Items from a dataset
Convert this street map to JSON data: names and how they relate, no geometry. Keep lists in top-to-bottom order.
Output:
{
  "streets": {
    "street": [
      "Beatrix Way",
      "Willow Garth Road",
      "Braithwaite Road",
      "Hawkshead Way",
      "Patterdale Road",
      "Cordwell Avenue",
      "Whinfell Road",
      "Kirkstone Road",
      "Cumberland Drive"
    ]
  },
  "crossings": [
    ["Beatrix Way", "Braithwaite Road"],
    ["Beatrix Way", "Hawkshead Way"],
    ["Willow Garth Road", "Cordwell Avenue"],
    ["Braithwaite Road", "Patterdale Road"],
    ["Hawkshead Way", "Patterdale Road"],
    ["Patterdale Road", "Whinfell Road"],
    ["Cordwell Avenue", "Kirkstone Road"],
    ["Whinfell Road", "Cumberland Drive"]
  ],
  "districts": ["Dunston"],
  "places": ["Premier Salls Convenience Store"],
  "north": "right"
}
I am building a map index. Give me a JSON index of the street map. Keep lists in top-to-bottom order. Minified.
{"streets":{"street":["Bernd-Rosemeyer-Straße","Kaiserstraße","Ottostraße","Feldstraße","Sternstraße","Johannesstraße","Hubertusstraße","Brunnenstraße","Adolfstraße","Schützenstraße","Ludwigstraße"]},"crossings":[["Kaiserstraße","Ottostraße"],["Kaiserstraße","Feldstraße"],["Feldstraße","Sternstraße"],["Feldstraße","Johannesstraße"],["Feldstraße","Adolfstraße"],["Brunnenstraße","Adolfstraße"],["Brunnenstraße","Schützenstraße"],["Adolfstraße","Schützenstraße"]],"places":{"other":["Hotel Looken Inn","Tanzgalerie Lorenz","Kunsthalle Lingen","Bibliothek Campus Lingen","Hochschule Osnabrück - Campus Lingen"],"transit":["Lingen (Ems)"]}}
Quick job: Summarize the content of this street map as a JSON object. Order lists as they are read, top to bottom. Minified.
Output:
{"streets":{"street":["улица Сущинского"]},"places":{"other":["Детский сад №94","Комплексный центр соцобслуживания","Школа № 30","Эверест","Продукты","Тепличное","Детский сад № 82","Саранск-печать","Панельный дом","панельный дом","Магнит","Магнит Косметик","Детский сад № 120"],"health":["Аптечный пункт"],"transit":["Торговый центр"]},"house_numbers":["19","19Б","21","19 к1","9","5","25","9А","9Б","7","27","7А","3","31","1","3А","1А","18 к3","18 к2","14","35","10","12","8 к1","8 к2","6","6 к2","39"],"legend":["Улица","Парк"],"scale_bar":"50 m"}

Exercise prompt:
Each line of the data should be reproduced exactly as it appears.

Task result:
Convert this street map to JSON data: names and how they relate, no geometry. Keep lists in top-to-bottom order.
Output:
{
  "streets": {
    "street": [
      "Beatrix Way",
      "Willow Garth Road",
      "Braithwaite Road",
      "Hawkshead Way",
      "Patterdale Road",
      "Cordwell Avenue",
      "Whinfell Road",
      "Kirkstone Road",
      "Cumberland Drive"
    ]
  },
  "crossings": [
    ["Beatrix Way", "Braithwaite Road"],
    ["Beatrix Way", "Hawkshead Way"],
    ["Willow Garth Road", "Cordwell Avenue"],
    ["Braithwaite Road", "Patterdale Road"],
    ["Hawkshead Way", "Patterdale Road"],
    ["Patterdale Road", "Whinfell Road"],
    ["Cordwell Avenue", "Kirkstone Road"],
    ["Whinfell Road", "Cumberland Drive"]
  ],
  "districts": ["Dunston"],
  "places": ["Premier Salls Convenience Store"],
  "north": "right"
}
I am building a map index. Give me a JSON index of the street map. Keep lists in top-to-bottom order. Minified.
{"streets":{"street":["Bernd-Rosemeyer-Straße","Kaiserstraße","Ottostraße","Feldstraße","Sternstraße","Johannesstraße","Hubertusstraße","Brunnenstraße","Adolfstraße","Schützenstraße","Ludwigstraße"]},"crossings":[["Kaiserstraße","Ottostraße"],["Kaiserstraße","Feldstraße"],["Feldstraße","Sternstraße"],["Feldstraße","Johannesstraße"],["Feldstraße","Adolfstraße"],["Brunnenstraße","Adolfstraße"],["Brunnenstraße","Schützenstraße"],["Adolfstraße","Schützenstraße"]],"places":{"other":["Hotel Looken Inn","Tanzgalerie Lorenz","Kunsthalle Lingen","Bibliothek Campus Lingen","Hochschule Osnabrück - Campus Lingen"],"transit":["Lingen (Ems)"]}}
Quick job: Summarize the content of this street map as a JSON object. Order lists as they are read, top to bottom. Minified.
Output:
{"streets":{"street":["улица Сущинского"]},"places":{"other":["Детский сад №94","Комплексный центр соцобслуживания","Школа № 30","Эверест","Продукты","Тепличное","Детский сад № 82","Саранск-печать","Панельный дом","панельный дом","Магнит","Магнит Косметик","Детский сад № 120"],"health":["Аптечный пункт"],"transit":["Торговый центр"]},"house_numbers":["19","19Б","21","19 к1","9","5","25","9А","9Б","7","27","7А","3","31","1","3А","1А","18 к3","18 к2","14","35","10","12","8 к1","8 к2","6","6 к2","39"],"legend":["Улица","Парк"],"scale_bar":"50 m"}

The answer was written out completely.